Just last month, Deputy Secretary of Defense Wolfowitz encouraged employees to identify areas where, in “exceptional cases,” waivers should be sought under current law. This leads me to the conclusion that the more constructive dialogue following this hearing today might be a dialogue about how to implement, or perhaps to craft, the waivers that govern these exceptional cases, rather than a dialogue focused upon permanent and sweeping statutory exemptions.
Finally, I would like to address some of the statements and misstatements made about these proposals during the time they have been pending. First, we have frequently read statements that the proposals merely codify existing policies and practices implemented during the previous Administration. If this is true, I once again must question the need for legislation. However, contrary to these statements, the proposal is fundamentally different from the EPA’s military munitions rule. For instance, this proposal would eliminate EPA’s ability to respond to emergency situations by limiting its statutory authority to respond to imminent and substantial endangerment to health and the environment under the Resource Conservation and Recovery Act.
EPA’s regulation did not eliminate this statutory authority. EPA’s regulation did not alter the agency’s ability to address constituents of munitions, like perchlorates B but this proposal does alter that authority.
As for the Department’s Endangered Species Act proposal, unlike the Clinton-era proposal, the Department of Defense will determine what to do about species on its own lands. The Clinton-era proposal was a case-by-case consultation; the Department’s new proposal is an exemption.
I would also like to point out that in many of the examples of Endangered Species Act problems at training ranges, such as the example of the species at the Barry M. Goldwater Air Force Range in Arizona, there has been no designation of critical habitat. So, if in fact training missions at this range or others were cancelled, this apparently was not because of critical habitat designation.
Fort Richardson, Alaska is an example often cited as support for the proposal, yet a few facts are often missing from discussion. In previous testimony, Department officials have stated that the Army could be forced to seek an operating permit and to perform corrective action or cleanup of Eagle River Flats. Contrary to allegations, this lawsuit was brought by citizens, not EPA. Also contrary to allegations, the lawsuit does not seek to compel cleanup. A citizen suit under Superfund cannot compel the President or EPA to order cleanup.

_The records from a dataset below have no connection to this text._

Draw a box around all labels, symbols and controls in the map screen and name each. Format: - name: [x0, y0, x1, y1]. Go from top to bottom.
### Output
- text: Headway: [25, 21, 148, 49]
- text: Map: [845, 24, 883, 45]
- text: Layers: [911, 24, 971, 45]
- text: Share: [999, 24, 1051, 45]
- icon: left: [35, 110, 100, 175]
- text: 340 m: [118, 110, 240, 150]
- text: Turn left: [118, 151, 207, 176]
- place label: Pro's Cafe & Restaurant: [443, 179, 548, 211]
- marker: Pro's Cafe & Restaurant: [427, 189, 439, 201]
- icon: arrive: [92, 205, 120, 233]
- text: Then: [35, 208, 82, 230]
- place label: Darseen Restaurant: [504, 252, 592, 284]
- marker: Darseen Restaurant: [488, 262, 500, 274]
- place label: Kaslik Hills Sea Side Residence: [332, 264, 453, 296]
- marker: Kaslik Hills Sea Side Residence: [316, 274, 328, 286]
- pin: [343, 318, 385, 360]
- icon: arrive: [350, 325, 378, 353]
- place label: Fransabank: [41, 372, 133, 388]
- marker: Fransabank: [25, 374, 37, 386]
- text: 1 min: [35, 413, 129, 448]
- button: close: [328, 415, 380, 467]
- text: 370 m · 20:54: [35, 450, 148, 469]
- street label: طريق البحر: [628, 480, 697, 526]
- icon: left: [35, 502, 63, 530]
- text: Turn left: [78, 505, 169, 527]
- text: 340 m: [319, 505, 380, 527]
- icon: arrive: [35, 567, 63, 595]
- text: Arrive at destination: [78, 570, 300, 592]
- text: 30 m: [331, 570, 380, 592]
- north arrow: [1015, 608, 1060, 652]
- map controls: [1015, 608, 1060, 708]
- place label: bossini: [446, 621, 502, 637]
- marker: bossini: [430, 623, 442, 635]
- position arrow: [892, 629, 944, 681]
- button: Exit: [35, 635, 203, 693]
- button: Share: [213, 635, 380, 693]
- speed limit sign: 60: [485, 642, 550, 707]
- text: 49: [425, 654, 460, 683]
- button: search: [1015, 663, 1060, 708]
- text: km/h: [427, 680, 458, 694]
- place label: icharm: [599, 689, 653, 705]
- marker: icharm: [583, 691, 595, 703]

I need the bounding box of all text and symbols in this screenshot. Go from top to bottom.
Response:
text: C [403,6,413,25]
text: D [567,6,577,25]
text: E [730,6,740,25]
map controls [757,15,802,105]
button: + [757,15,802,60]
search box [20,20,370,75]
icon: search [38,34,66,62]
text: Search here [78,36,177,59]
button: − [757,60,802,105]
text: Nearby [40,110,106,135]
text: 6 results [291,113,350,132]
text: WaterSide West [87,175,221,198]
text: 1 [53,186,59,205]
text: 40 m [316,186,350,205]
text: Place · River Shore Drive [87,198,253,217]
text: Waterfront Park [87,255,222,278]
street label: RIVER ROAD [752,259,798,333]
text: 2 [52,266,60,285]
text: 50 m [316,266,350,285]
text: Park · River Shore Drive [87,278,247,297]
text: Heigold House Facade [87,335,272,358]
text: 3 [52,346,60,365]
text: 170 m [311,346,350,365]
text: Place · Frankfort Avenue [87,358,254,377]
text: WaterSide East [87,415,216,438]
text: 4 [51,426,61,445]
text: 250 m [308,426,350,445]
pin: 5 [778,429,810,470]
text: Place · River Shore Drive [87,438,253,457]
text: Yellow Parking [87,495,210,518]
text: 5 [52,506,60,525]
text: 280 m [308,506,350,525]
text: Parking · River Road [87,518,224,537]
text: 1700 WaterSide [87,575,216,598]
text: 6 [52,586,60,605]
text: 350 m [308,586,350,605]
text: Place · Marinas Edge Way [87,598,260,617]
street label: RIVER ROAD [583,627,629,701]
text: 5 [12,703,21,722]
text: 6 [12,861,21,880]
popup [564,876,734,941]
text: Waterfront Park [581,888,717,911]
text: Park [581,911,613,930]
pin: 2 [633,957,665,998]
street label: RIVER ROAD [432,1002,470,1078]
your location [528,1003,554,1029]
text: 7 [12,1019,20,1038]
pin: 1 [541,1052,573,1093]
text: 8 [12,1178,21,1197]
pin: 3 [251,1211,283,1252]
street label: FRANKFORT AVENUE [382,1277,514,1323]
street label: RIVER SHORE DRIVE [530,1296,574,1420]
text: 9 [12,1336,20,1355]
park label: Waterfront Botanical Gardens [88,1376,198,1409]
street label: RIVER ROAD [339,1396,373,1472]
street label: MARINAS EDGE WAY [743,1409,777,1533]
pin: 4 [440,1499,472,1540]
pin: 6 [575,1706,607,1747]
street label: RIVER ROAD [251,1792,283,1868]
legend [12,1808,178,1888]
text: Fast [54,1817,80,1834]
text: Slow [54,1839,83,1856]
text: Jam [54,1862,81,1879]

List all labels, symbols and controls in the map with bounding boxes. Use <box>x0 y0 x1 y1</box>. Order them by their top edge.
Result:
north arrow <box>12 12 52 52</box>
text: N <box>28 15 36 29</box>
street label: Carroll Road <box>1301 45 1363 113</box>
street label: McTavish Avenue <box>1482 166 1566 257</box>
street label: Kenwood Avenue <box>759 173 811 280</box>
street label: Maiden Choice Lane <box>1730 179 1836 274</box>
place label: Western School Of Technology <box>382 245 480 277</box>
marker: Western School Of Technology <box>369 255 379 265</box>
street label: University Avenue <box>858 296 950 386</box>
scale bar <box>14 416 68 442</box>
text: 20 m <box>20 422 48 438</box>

We have received testimony that a proposed critical habitat under the Endangered Species Act would cover 57% of the base at Camp Pendleton in California, but in fact the Fish and Wildlife Service excluded all but 875 acres of Camp Pendleton’s approximately 120,000 acres of training land from its final critical habitat designations B that’s less than 1% of the base.
The list of factual disputes continues, Mr. Chairman. If nothing else, they highlight the complexity of these issues and our need to examine them carefully.
I am concerned that these proposals are too broad and may in fact enact unintended harm. In addition, I am concerned that the contamination not cleaned up or prevented by the military will be left for others to address -- that includes industry and citizens alike. Critical habitats not maintained on military lands mean compressed habitat requirements on surrounding lands, much owned by private citizens.
I stand ready to work with the Chairman on these proposals B there is much work to be done.